Last summer I went to Boise, Idaho, to the big Basque Festival, known as Jaialdi. This is the Woodstock for the Basque American community in the West. I don’t like the crowds, and this was going to be a huge one. But, as another Basque living in the United States, I had to go.

Lotura: Elko Daily Free Press

Iker Saitua. I went with a friend from Reno. We did not make any preparations. After some hours on the road we reached Boise in rush hour. We started dropping by cheap and crappy motels. One after another: “NO-VACANCY.” We then started looking at the more expensive accommodations, but there was nothing available. We were tired and desperate. Then I suggested: “Let’s check out this motel over there.”

At the front desk, a carefree young man greeted us. We asked: “Any room?” “No,” he said. “What the hell! What is going on?” we exclaimed. Then, he explained: “Well, you know, there is this drinking party of immigrants going on.” “What?,” we were astonished. He further stated: “Yeah, there is an immigrant drinking party!” I knowingly asked him: “Are you talking about the Basque Festival?” “Yeah! that’s it. How do you know?” he replied. “Well …”

We left this place. This was the last motel we investigated for a place to spend the night. But we had a plan B. We were equipped with camping outfits, so we proceeded to search out a campground. It was late in the afternoon. We did not want to be late to install our camp. We drove to the nearest forest: Boise National Forest. On our way we stopped to buy dinner: some bratwursts, a stellar mustard, and a full rack of beer. Cheers! This came to be another drinking party, but German-style. It was inexpensive and our highlight of the Basque Festival.

Basque people have stereotypically been appended to drinking and taverns. Basques are typically known as heavy drinkers. Alcohol’s weight in Basque culture has served to continuous fabulation in the American West. There is a popular saying with folk culture: “Eat, Drink, and Be Basque.”

Deeply rooted in its past, alcohol is, for better or worse, a mark of Basques. Besides its cultural value, wine and other alcoholic beverages have played a highly significant economical role on the local and international markets during the history of the Basque Country. In their Catholic religion, also, wine represents a liturgical element and is traditionally used in church ceremonies.

A reputation persists that Basque people begin their day with a glass of wine. This is filled somehow with negative references to the Basque people. Nevertheless, I grew up hearing that a glass of wine every day had positive benefits for our immune systems. But I do not like wine. I prefer beer. I do not mean to say that a typical Basque is a drunkard wine lover. However, Basque people have long established a reputation for excessive drinking. Good drinkers, I guess, are everywhere.

This reputation has strengthened as Basque immigrants progressively resettled in different corners of the American West. From the 1880s to the 1920s, Basque immigrants provided the human labor for the sheep industry in the Great Basin. In the 1890s, as the industry expanded rapidly in Nevada, the Basque Country became an important reservoir of cheap and dependable labor to work in the public rangelands.

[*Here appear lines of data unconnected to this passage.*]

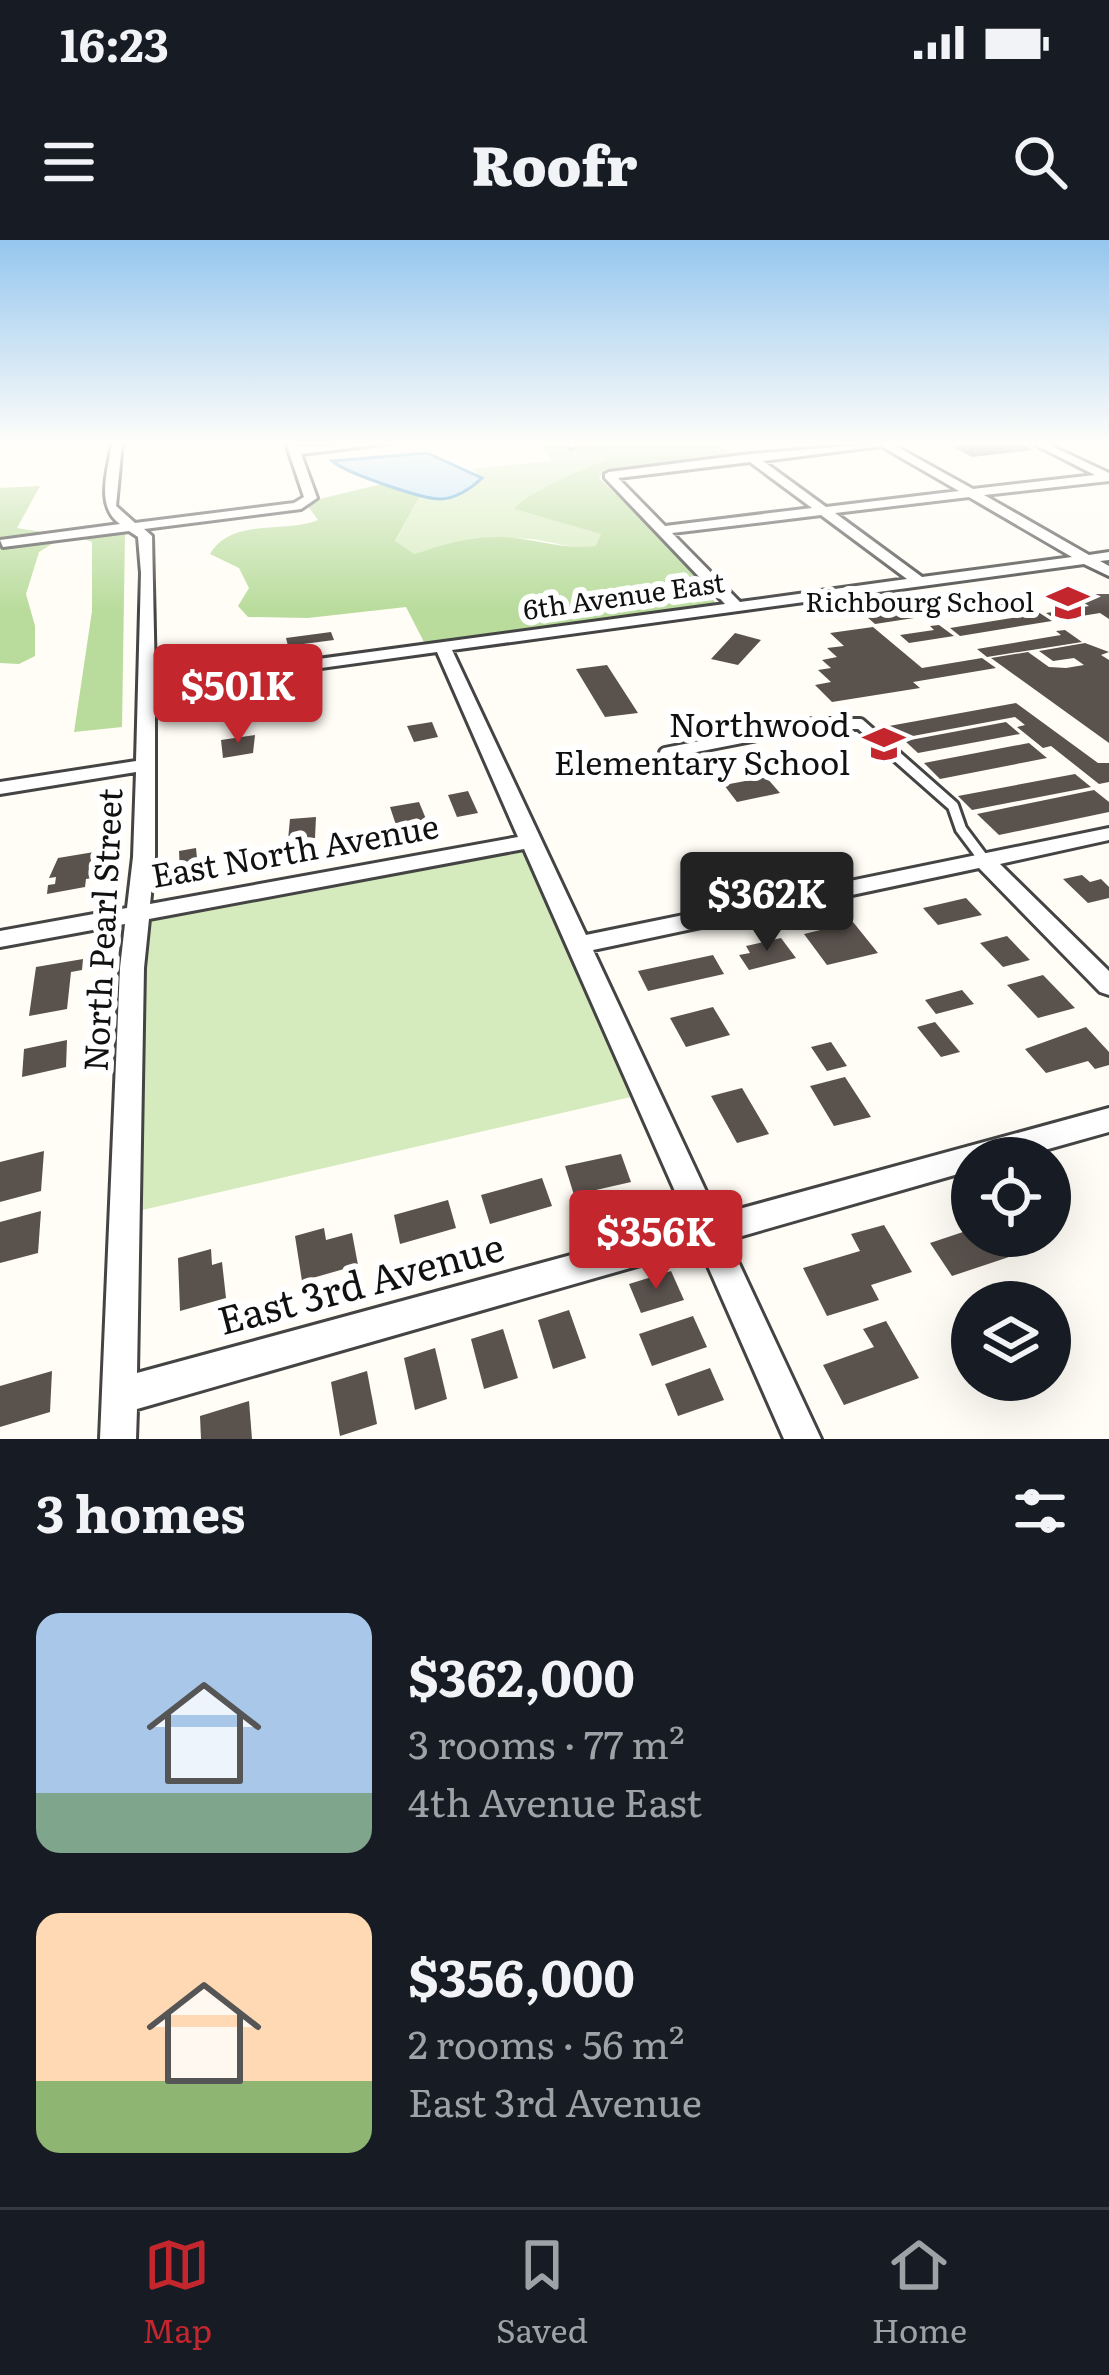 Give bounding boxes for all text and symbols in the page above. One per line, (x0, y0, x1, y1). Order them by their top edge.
text: 16:23 (60, 9, 169, 76)
text: Roofr (472, 122, 637, 203)
icon: menu (36, 129, 102, 195)
icon: search (1007, 129, 1073, 195)
street label: 6th Avenue East (520, 560, 727, 628)
place label: Richbourg School (805, 580, 1034, 620)
school or university icon: Richbourg School (1045, 580, 1091, 626)
pin: $501K (154, 644, 322, 746)
text: $501K (180, 654, 296, 712)
place label: Northwood Elementary School (554, 698, 850, 785)
school or university icon: Northwood Elementary School (861, 721, 907, 767)
street label: North Pearl Street (69, 786, 132, 1073)
street label: East North Avenue (147, 799, 442, 898)
pin: $362K (683, 852, 851, 954)
text: $362K (707, 862, 827, 920)
map controls (951, 1137, 1071, 1401)
button: locate (951, 1137, 1071, 1257)
pin: $356K (572, 1190, 740, 1292)
text: $356K (596, 1200, 716, 1258)
street label: East 3rd Avenue (211, 1215, 510, 1347)
button: layers (951, 1281, 1071, 1401)
text: 3 homes (36, 1473, 245, 1549)
icon: filters (1007, 1478, 1073, 1544)
text: $362,000 (408, 1637, 635, 1713)
icon: home (132, 1661, 276, 1805)
text: 3 rooms · 77 m² (408, 1713, 685, 1771)
text: 4th Avenue East (408, 1771, 702, 1829)
text: $356,000 (408, 1937, 635, 2013)
icon: home (132, 1961, 276, 2105)
text: 2 rooms · 56 m² (408, 2013, 684, 2071)
text: East 3rd Avenue (408, 2071, 702, 2129)
tab: Map (142, 2232, 212, 2353)
tab: Saved (496, 2232, 588, 2353)
tab: Home (872, 2232, 967, 2353) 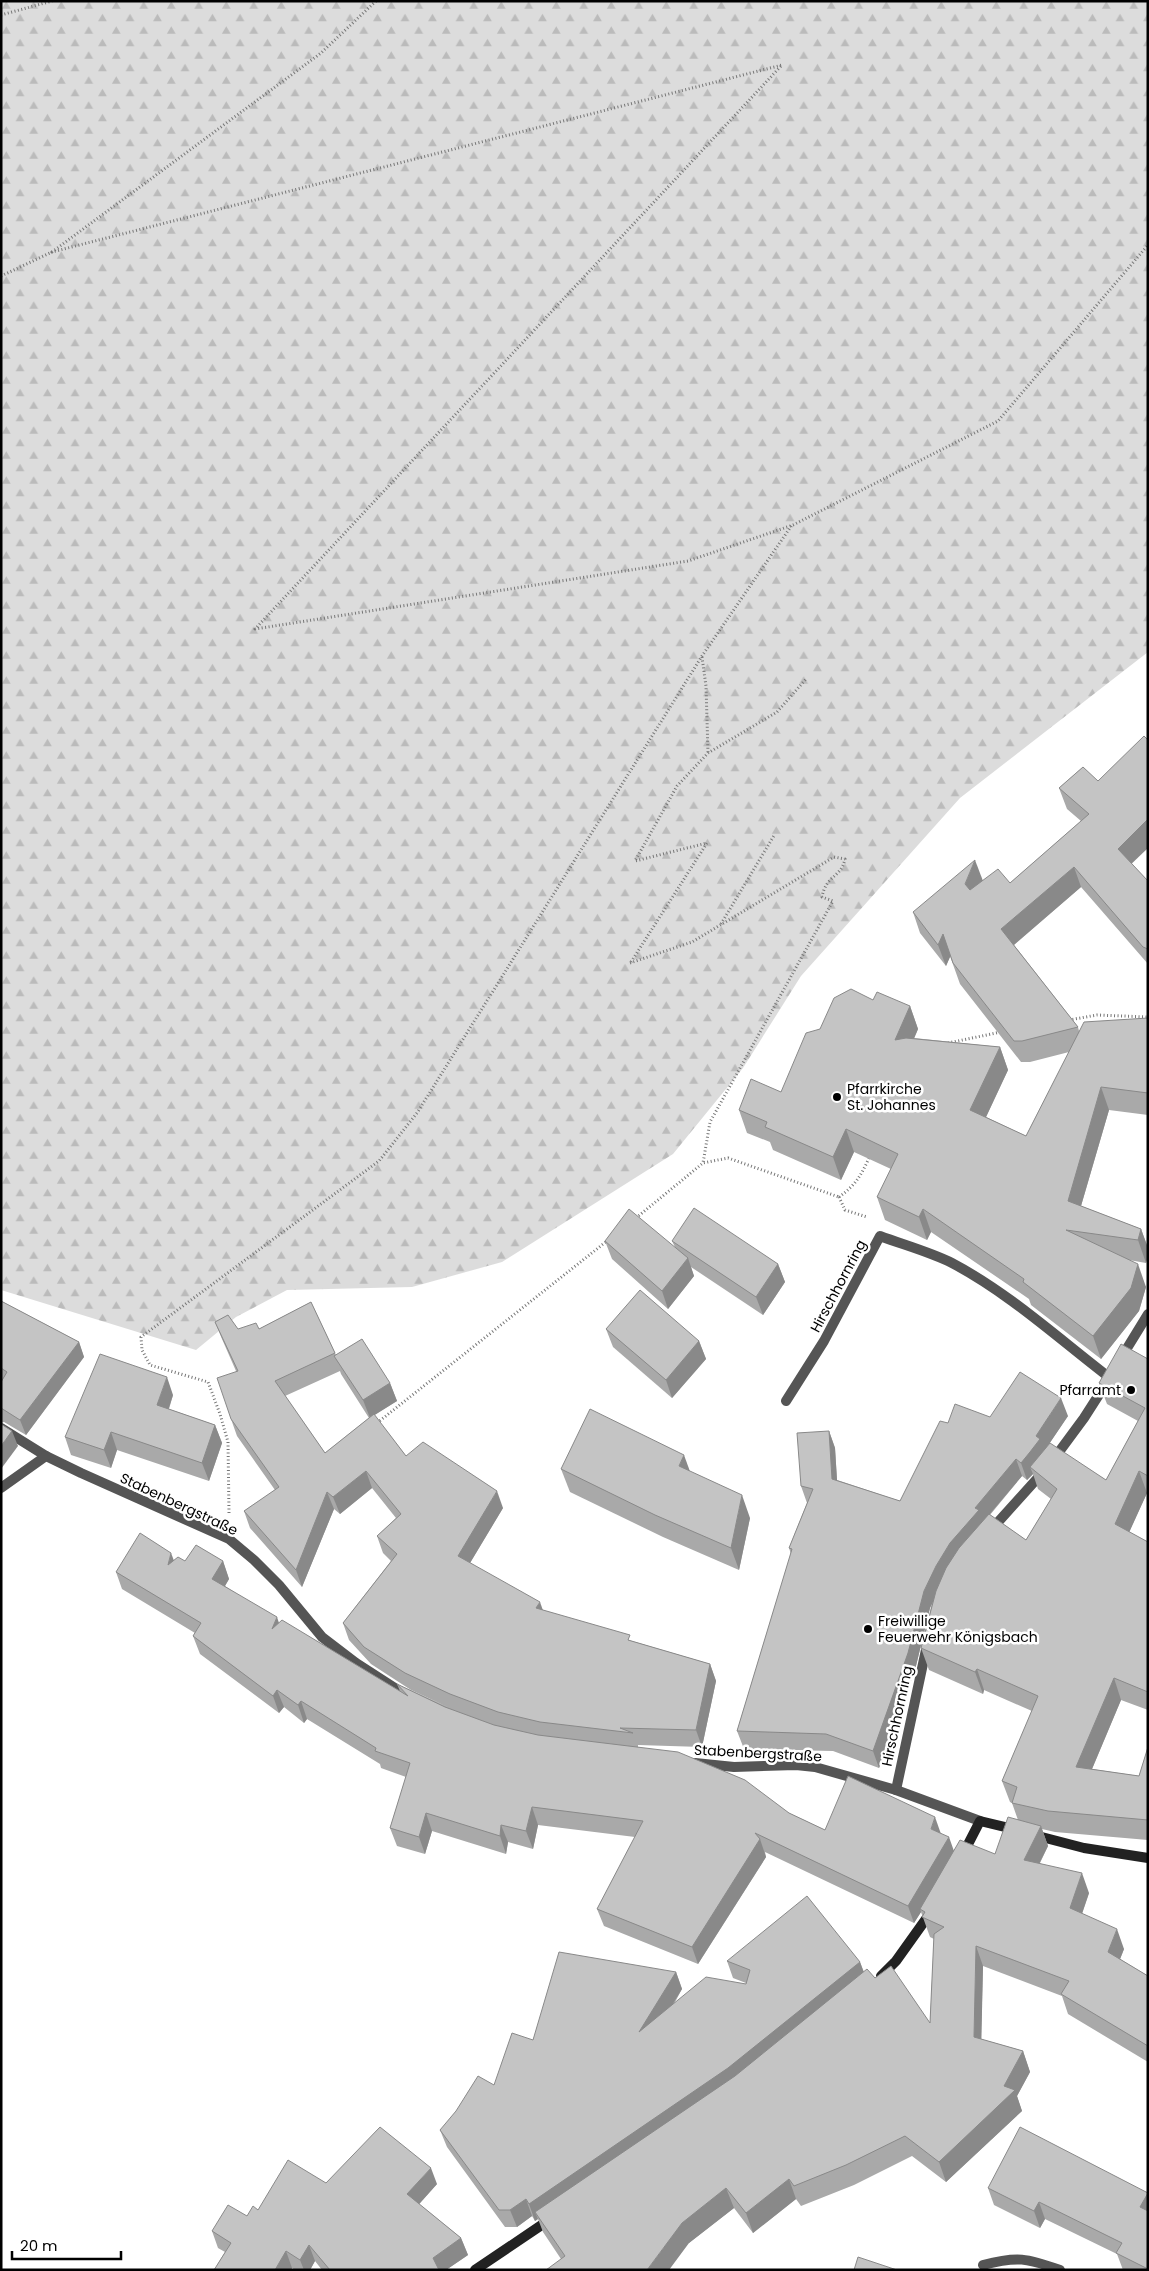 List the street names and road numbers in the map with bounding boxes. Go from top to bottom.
street label: Hirschhornring [805,1236,871,1336]
street label: Stabenbergstraße [117,1468,242,1540]
street label: Hirschhornring [877,1664,917,1768]
street label: Stabenbergstraße [694,1740,823,1766] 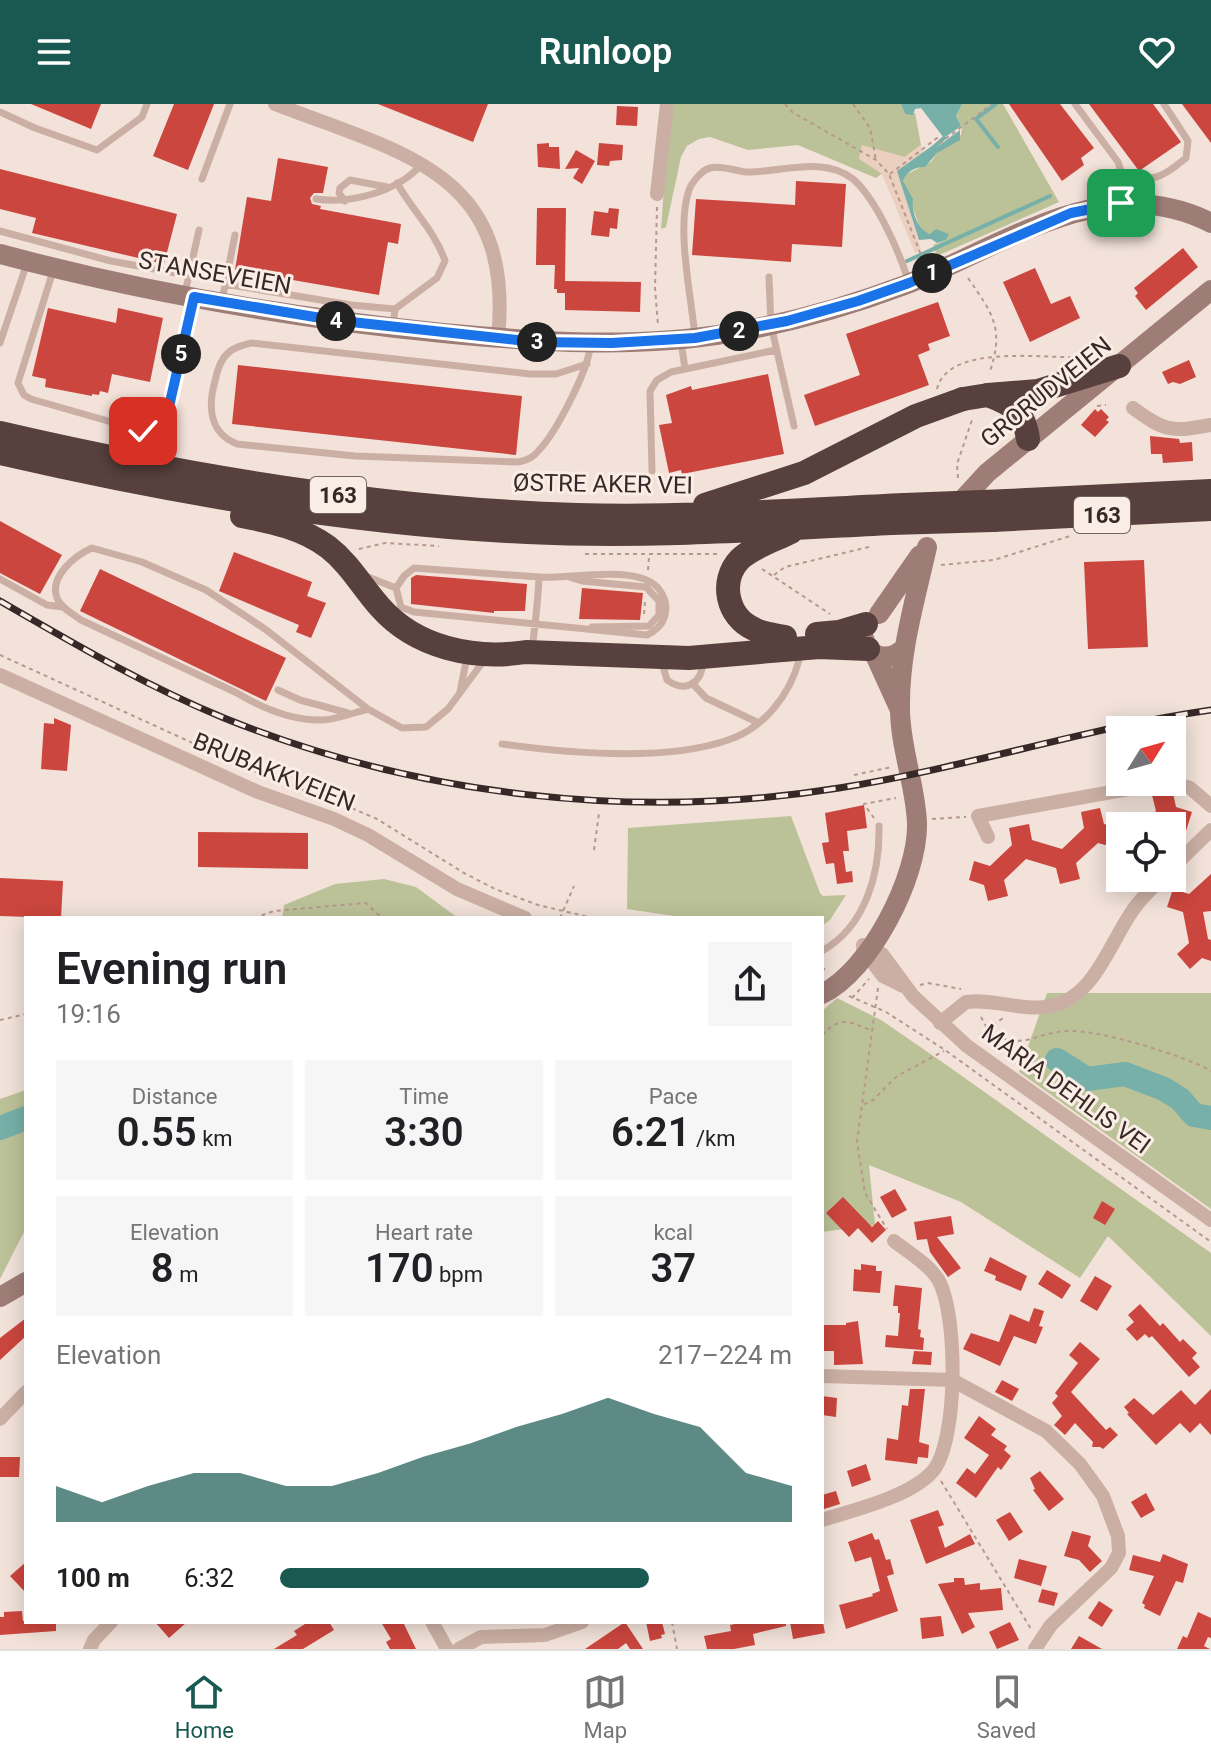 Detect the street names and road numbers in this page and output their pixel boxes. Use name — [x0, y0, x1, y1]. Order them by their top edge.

Although other ethnic populations also entered this occupation, Basques had become a noticeable and visible group in sheep grazing at the turn of the century.

Those immigrants brought the Basque language, folk traditions, religious rituals and other ways of living with them. They soon understood that some cultural traditions in Basque society, such as clothing, mattered little in the new world. However, other elements adapted easily, such as the introduction of alcohol in celebrations and festivities. The cultural significance of alcohol in the Basque society has been structured and continuously reshaped in an American context.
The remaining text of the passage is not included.